What the task requires
Scan the entries for "labels". Every line that holds it is to be copied.

Data section
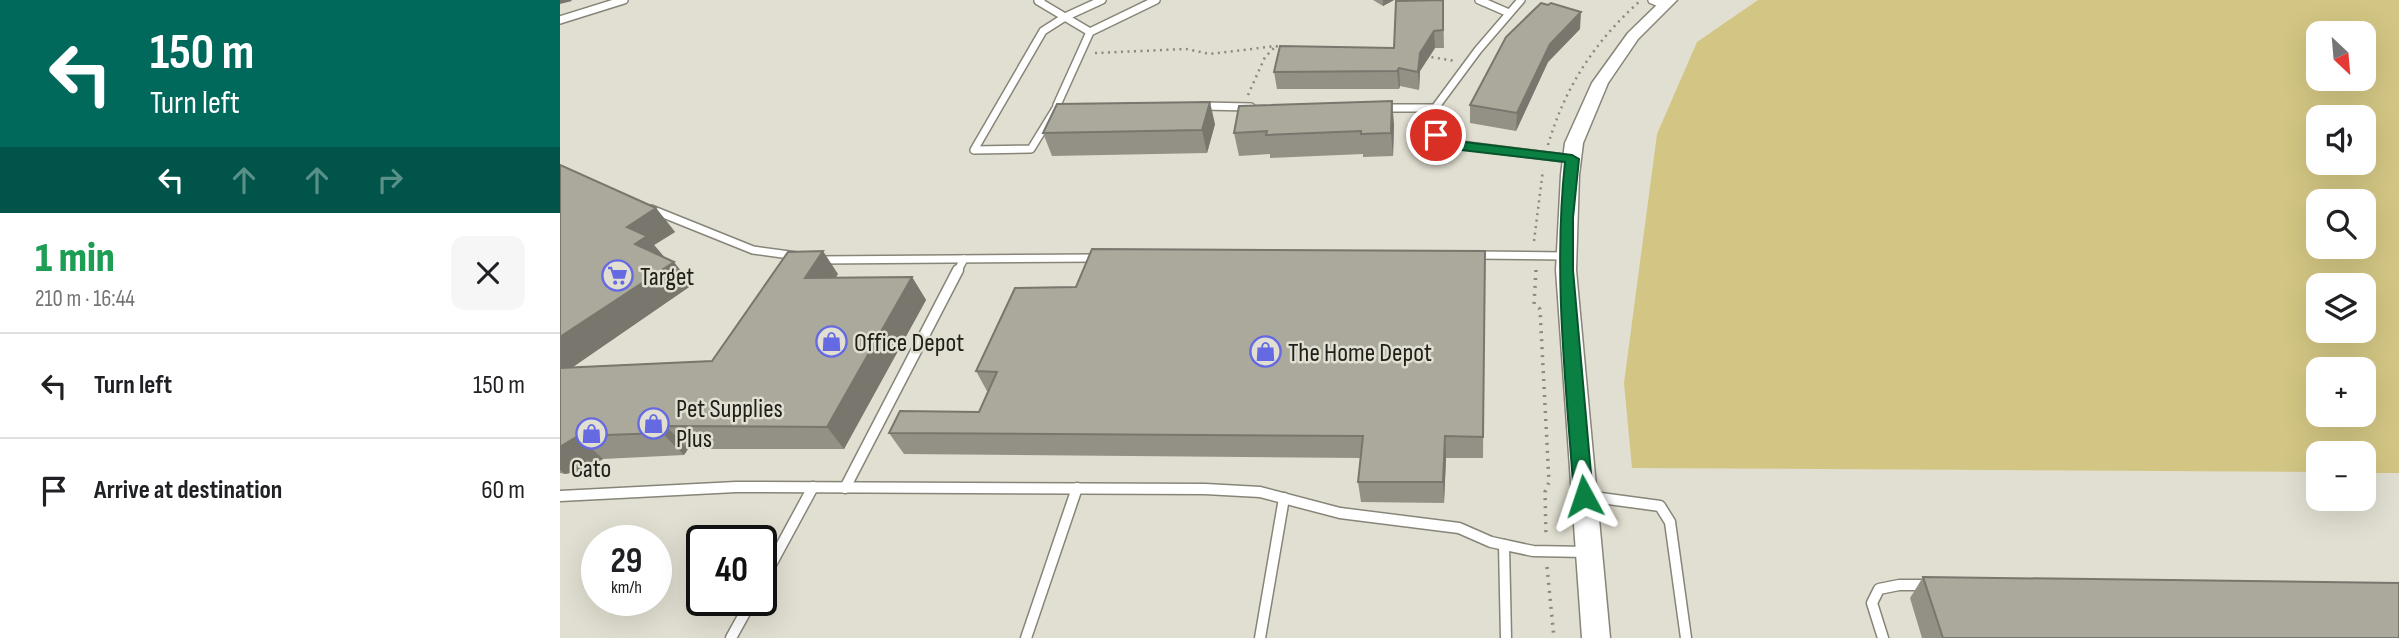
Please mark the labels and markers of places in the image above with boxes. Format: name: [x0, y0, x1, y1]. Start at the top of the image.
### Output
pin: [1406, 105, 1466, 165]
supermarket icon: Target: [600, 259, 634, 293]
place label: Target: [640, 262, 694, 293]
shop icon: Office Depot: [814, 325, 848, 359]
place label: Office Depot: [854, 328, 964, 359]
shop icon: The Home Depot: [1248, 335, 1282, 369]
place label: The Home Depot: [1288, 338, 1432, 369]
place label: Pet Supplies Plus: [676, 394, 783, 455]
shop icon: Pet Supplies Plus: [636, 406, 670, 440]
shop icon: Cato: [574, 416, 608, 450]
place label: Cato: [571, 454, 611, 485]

...

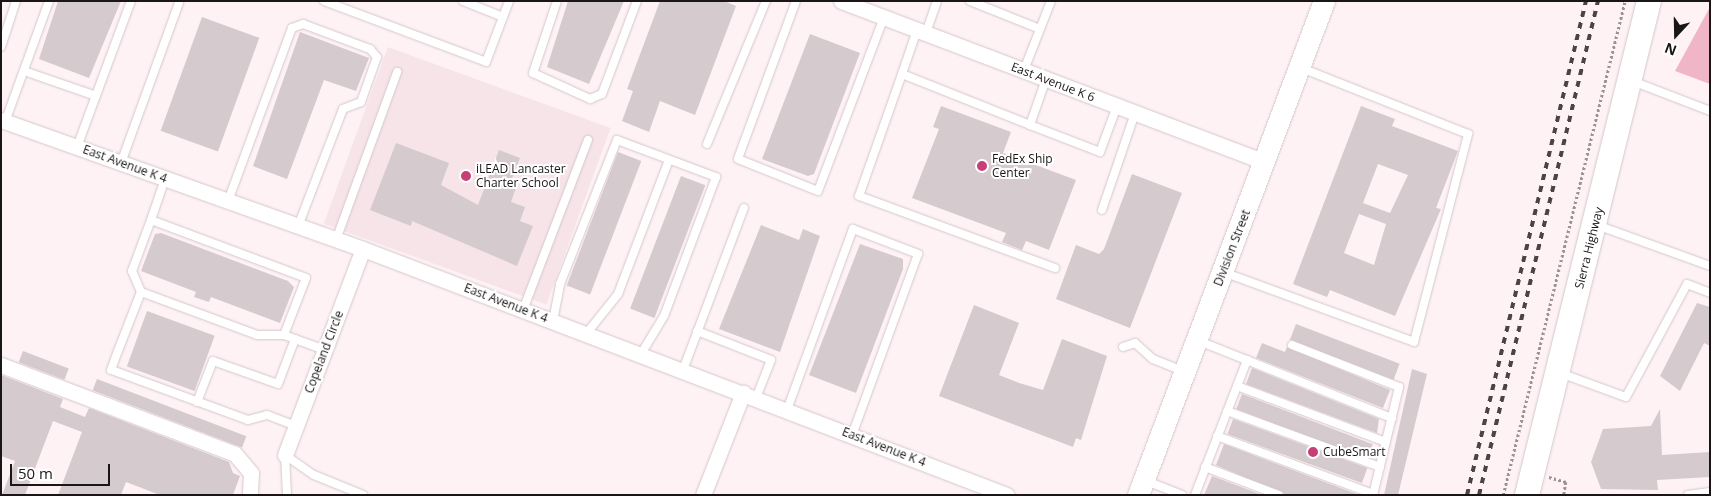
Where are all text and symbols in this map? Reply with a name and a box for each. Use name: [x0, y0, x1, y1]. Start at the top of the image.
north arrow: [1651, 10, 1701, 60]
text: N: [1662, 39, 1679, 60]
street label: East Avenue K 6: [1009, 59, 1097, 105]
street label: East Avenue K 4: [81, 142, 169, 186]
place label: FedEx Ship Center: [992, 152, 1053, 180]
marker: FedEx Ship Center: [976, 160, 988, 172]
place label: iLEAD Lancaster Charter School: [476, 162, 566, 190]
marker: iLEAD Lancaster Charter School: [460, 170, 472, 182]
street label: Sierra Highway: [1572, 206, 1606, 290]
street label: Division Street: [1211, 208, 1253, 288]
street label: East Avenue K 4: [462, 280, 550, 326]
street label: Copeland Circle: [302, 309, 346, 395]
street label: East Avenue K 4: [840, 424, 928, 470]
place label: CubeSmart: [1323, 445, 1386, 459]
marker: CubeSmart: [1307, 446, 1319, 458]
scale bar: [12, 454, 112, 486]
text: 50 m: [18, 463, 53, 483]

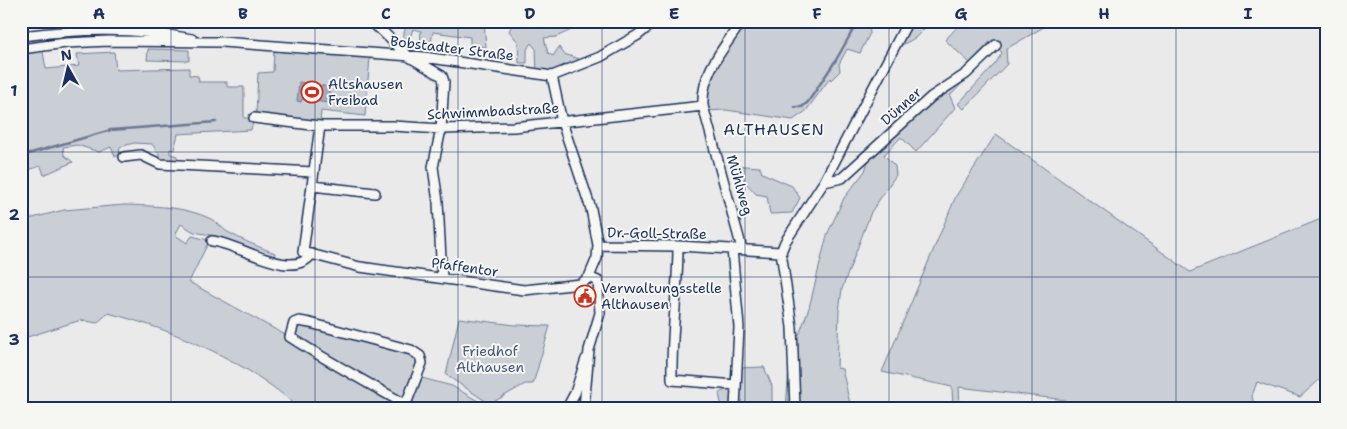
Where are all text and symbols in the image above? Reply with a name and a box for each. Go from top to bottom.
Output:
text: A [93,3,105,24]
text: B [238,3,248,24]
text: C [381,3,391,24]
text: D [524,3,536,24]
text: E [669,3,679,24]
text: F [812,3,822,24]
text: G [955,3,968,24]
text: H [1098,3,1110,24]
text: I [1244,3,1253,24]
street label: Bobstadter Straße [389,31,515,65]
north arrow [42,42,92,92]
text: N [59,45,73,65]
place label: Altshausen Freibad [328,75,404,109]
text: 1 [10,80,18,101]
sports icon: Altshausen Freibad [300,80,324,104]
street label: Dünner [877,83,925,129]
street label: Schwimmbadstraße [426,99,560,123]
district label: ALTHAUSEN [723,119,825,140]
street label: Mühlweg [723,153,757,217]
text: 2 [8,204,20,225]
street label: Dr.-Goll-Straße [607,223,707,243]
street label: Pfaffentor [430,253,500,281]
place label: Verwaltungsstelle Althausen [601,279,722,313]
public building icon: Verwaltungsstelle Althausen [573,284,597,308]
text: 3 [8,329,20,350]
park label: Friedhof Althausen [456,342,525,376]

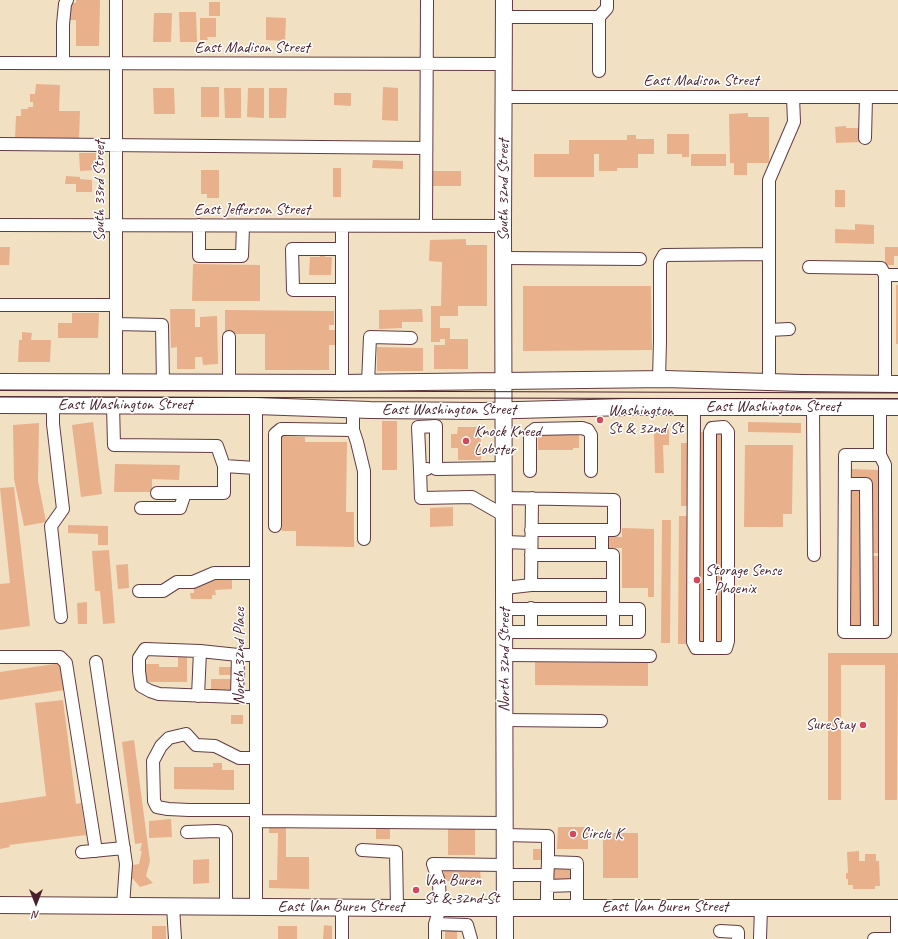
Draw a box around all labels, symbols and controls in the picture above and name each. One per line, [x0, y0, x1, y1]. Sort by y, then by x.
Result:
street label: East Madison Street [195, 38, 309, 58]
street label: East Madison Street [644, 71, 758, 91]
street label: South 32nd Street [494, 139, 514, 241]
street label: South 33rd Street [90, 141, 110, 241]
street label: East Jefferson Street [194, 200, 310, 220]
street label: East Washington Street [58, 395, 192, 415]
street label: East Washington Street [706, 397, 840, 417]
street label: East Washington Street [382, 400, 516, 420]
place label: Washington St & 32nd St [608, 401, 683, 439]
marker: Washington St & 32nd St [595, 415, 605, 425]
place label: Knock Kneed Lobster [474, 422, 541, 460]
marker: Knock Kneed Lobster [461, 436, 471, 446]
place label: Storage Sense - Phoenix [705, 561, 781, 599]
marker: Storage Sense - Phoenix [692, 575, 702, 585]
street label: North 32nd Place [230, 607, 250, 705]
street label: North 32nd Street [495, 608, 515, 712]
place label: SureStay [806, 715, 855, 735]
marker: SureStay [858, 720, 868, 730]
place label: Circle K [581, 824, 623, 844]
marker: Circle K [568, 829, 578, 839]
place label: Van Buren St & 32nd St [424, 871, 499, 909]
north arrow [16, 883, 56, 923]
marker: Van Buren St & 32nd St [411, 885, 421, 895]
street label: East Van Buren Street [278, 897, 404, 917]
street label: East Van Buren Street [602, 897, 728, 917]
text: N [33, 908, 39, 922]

--

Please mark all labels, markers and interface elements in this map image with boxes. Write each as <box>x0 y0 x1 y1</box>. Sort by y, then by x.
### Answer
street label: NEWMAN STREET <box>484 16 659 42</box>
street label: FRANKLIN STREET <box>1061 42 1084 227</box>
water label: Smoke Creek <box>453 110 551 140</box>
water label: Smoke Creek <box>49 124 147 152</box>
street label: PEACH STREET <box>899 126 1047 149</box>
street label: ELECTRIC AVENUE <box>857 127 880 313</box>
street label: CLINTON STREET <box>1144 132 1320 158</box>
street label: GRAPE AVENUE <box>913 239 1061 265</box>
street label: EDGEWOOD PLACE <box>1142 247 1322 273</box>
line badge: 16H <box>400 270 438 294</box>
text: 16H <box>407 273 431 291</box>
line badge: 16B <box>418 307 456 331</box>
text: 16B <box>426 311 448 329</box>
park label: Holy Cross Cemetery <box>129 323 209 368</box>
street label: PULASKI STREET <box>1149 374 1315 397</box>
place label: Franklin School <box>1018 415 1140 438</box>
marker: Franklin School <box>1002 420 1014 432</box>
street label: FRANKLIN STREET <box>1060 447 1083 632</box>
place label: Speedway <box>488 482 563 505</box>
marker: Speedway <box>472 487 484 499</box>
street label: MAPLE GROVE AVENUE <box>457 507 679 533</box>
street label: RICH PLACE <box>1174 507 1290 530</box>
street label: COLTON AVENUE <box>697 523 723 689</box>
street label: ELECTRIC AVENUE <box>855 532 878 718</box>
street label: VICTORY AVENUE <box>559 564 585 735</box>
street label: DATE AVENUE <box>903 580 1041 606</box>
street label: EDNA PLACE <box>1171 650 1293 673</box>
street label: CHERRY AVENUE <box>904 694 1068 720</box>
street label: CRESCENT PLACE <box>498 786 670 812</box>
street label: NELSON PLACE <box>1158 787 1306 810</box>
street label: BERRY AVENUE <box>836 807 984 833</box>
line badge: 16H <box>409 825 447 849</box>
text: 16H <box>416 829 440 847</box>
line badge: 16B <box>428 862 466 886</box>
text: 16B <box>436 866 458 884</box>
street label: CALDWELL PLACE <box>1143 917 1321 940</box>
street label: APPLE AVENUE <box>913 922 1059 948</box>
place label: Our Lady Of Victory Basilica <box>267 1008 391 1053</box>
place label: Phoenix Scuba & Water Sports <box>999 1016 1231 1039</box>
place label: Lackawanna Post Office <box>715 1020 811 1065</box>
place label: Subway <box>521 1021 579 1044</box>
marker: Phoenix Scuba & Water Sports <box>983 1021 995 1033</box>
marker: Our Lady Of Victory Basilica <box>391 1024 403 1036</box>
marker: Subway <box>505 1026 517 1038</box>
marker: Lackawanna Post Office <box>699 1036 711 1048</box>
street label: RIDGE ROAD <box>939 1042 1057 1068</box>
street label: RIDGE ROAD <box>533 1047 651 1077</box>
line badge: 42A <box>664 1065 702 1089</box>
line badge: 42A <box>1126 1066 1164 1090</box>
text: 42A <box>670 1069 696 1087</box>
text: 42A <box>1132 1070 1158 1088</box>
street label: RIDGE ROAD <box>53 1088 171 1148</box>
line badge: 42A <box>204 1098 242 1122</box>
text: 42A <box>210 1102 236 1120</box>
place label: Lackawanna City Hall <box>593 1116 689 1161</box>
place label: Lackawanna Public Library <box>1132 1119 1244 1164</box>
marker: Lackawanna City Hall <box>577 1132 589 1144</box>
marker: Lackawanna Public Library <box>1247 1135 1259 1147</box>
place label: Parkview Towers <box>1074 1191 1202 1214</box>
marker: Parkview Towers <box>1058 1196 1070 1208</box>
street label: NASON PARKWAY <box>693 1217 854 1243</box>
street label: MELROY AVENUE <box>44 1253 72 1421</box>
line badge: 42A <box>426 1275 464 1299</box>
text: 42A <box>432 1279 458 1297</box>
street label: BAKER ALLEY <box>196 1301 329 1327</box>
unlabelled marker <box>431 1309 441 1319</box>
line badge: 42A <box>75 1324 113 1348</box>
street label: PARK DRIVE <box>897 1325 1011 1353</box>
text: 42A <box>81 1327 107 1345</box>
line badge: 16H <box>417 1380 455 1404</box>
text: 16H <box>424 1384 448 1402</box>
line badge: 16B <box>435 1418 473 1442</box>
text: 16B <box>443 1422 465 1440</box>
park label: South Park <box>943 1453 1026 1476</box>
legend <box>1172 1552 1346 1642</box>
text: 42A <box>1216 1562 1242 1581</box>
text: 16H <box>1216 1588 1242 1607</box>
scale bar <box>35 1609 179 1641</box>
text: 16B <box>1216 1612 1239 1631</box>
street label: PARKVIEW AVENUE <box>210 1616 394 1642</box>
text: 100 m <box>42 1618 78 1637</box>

Result for this task
Please mark the labels and markers of places in the image above with boxes. Format: name: [x0, y0, x1, y1]. Start at the top of the image.
Draw a box around all labels, symbols and controls in the picture above and name each. One per line, [x0, y0, x1, y1]. Sort by y, then by x.
Please mark all labels, markers and interface elements in this map image with boxes. Write each as <box>x0 y0 x1 y1</box>. Sort by y, then by x.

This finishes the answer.